Task brief —
Pull each line containing "controls" out of the data and copy it.

##############################

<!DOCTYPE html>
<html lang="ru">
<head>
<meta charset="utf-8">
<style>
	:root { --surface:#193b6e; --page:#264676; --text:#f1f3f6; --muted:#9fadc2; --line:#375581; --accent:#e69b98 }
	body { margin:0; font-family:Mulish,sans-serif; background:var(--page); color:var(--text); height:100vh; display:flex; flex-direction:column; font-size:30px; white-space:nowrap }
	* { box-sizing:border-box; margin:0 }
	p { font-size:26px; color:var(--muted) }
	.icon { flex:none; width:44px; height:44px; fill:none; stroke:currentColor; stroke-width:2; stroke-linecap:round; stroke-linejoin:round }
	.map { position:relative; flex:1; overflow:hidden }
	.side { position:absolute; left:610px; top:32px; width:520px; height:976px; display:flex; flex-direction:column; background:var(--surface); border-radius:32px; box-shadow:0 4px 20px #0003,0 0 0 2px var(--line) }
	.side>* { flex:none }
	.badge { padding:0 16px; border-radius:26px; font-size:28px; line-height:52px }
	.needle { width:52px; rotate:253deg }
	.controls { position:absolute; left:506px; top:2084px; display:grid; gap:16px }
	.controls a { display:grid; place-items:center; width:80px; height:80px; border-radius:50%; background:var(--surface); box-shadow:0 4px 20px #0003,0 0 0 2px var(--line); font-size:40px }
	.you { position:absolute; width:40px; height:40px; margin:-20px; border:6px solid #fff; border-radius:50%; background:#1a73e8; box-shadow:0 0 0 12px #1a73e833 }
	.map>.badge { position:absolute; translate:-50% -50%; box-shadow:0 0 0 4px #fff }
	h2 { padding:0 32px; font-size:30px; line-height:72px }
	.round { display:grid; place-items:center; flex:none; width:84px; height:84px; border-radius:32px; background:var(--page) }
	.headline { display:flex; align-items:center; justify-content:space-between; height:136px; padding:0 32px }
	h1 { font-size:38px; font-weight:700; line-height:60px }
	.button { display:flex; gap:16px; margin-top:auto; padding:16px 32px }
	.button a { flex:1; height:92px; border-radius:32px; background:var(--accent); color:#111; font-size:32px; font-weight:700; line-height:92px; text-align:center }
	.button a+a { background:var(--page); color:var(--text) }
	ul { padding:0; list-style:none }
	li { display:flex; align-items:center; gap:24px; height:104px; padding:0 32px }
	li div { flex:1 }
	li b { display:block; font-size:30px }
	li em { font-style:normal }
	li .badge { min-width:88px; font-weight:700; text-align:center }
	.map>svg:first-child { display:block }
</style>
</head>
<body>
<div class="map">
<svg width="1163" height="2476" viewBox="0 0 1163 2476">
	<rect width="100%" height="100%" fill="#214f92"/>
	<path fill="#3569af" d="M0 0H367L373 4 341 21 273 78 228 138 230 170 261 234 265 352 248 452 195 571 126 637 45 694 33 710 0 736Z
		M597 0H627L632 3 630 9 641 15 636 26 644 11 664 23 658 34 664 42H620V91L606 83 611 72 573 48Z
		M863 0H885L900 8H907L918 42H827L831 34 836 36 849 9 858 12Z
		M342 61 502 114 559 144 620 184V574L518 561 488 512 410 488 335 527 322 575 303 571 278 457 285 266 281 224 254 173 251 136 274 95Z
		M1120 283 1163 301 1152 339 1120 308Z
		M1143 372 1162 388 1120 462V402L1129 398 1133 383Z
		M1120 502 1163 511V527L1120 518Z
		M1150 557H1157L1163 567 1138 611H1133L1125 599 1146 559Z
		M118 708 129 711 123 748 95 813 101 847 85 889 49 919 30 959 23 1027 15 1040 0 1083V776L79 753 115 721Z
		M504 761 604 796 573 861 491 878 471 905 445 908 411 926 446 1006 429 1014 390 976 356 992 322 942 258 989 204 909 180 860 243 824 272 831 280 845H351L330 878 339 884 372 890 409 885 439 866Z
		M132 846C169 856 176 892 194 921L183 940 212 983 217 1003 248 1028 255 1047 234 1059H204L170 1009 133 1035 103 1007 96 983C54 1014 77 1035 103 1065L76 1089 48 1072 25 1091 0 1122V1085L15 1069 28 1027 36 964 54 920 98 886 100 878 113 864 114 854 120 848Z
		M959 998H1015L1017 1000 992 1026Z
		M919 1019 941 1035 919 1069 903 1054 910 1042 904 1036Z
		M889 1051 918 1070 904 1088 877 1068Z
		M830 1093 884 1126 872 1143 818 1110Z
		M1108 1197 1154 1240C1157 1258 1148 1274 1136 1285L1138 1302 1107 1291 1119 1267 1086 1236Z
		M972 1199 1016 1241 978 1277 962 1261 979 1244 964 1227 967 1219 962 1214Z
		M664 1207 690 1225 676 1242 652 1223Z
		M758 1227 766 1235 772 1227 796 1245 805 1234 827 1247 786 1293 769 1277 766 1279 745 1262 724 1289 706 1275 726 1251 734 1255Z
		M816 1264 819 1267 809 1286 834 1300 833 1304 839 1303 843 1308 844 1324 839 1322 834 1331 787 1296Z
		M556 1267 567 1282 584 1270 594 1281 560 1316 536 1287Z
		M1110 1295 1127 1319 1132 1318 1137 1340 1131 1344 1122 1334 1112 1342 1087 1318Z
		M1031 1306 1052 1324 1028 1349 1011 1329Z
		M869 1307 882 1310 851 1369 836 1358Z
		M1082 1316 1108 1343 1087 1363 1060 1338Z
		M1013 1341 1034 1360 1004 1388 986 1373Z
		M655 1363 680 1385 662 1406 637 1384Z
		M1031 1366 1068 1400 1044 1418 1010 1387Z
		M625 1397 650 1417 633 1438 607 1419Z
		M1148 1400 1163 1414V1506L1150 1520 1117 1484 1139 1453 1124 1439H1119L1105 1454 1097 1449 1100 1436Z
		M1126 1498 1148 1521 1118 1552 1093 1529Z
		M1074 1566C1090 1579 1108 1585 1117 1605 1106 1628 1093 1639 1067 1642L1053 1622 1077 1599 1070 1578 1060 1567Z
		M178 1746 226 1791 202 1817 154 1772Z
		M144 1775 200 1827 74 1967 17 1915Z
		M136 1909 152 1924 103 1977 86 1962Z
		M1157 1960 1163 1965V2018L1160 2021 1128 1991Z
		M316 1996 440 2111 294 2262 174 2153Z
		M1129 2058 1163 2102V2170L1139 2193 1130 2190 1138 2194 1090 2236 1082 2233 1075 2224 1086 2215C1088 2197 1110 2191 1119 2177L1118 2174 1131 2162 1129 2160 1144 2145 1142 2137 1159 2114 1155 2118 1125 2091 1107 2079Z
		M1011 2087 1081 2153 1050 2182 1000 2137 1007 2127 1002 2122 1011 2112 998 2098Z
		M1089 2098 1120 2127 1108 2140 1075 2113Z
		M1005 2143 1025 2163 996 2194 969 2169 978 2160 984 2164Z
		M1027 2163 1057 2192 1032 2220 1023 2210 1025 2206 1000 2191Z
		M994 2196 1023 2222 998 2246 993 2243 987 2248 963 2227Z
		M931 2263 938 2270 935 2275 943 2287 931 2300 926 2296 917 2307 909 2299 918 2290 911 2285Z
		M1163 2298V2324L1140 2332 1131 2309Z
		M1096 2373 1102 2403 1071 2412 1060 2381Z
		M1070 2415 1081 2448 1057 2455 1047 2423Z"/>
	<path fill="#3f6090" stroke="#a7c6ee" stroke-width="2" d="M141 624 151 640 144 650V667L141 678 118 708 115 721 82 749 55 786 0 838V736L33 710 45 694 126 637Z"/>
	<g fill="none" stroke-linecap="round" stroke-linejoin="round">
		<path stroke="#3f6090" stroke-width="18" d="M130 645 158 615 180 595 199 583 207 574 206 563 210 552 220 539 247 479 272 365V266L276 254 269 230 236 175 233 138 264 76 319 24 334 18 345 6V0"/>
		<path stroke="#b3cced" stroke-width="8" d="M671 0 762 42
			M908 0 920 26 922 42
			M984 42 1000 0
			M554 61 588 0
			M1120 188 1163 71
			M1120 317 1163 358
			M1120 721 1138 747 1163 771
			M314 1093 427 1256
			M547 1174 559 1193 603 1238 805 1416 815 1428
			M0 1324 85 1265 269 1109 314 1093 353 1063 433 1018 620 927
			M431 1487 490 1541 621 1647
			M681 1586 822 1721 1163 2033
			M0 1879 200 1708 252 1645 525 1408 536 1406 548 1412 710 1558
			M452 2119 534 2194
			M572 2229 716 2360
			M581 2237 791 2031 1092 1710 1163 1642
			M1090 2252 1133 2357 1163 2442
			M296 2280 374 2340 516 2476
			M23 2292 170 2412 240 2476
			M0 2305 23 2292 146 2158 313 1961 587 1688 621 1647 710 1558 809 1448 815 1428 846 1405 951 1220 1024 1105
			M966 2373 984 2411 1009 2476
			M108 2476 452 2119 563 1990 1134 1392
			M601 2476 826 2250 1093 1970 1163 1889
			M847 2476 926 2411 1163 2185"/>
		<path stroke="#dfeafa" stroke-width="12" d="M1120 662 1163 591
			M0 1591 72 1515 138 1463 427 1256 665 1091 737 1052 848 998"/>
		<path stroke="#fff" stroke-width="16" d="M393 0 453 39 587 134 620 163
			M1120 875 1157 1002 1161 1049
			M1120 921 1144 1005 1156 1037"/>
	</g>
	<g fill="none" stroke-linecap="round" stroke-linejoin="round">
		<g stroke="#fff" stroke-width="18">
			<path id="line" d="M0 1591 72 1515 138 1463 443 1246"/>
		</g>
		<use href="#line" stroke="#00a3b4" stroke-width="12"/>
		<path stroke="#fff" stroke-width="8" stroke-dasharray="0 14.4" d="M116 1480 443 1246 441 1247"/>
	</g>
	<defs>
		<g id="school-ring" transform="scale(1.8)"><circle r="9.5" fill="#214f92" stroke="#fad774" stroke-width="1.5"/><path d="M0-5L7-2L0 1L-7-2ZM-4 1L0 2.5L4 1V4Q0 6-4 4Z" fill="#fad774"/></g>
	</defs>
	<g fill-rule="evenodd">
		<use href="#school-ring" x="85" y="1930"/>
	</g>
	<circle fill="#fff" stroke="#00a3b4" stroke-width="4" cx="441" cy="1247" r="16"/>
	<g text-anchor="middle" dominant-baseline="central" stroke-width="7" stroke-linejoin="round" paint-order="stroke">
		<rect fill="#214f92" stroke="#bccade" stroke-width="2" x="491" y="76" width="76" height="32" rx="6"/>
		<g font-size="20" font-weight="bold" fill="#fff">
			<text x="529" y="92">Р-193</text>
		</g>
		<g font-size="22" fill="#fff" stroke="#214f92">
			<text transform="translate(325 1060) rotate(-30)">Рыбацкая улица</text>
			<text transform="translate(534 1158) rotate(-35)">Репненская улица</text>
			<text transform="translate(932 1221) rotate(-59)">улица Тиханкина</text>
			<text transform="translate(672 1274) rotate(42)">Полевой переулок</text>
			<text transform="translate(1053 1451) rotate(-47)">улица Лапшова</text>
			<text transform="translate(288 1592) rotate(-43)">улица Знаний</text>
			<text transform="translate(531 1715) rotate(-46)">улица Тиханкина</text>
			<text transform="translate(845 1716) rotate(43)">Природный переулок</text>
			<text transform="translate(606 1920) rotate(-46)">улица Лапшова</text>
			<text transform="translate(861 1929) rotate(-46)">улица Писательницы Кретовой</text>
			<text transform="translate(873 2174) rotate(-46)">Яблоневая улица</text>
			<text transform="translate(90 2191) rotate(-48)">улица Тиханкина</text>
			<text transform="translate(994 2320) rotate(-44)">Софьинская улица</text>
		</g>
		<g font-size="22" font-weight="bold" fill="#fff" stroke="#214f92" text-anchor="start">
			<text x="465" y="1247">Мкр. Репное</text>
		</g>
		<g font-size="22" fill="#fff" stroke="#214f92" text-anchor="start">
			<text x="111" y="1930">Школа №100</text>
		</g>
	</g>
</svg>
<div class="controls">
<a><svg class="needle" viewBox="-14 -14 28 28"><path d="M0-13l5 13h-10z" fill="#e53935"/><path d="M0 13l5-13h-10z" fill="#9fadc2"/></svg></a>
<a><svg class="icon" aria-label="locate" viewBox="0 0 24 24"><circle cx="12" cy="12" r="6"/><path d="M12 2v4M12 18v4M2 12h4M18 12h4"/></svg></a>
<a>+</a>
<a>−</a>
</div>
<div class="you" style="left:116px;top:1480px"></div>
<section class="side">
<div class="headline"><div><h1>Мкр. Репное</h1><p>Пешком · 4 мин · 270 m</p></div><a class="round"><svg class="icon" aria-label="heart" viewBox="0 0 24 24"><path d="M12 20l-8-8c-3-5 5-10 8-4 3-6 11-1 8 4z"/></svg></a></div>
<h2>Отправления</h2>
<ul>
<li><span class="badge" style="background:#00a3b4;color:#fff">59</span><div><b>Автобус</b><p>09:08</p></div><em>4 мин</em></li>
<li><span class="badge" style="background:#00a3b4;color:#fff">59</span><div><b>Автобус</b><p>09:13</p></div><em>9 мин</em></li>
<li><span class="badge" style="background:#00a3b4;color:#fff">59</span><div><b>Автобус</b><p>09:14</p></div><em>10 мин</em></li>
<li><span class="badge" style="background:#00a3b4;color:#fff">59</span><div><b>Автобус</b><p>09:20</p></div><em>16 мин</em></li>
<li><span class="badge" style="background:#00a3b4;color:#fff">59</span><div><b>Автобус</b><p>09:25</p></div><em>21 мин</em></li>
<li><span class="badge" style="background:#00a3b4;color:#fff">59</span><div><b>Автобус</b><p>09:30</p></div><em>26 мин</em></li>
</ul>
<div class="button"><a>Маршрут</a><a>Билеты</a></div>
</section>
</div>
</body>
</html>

##############################

Result of this exercise —
	.controls { position:absolute; left:506px; top:2084px; display:grid; gap:16px }
	.controls a { display:grid; place-items:center; width:80px; height:80px; border-radius:50%; background:var(--surface); box-shadow:0 4px 20px #0003,0 0 0 2px var(--line); font-size:40px }
<div class="controls">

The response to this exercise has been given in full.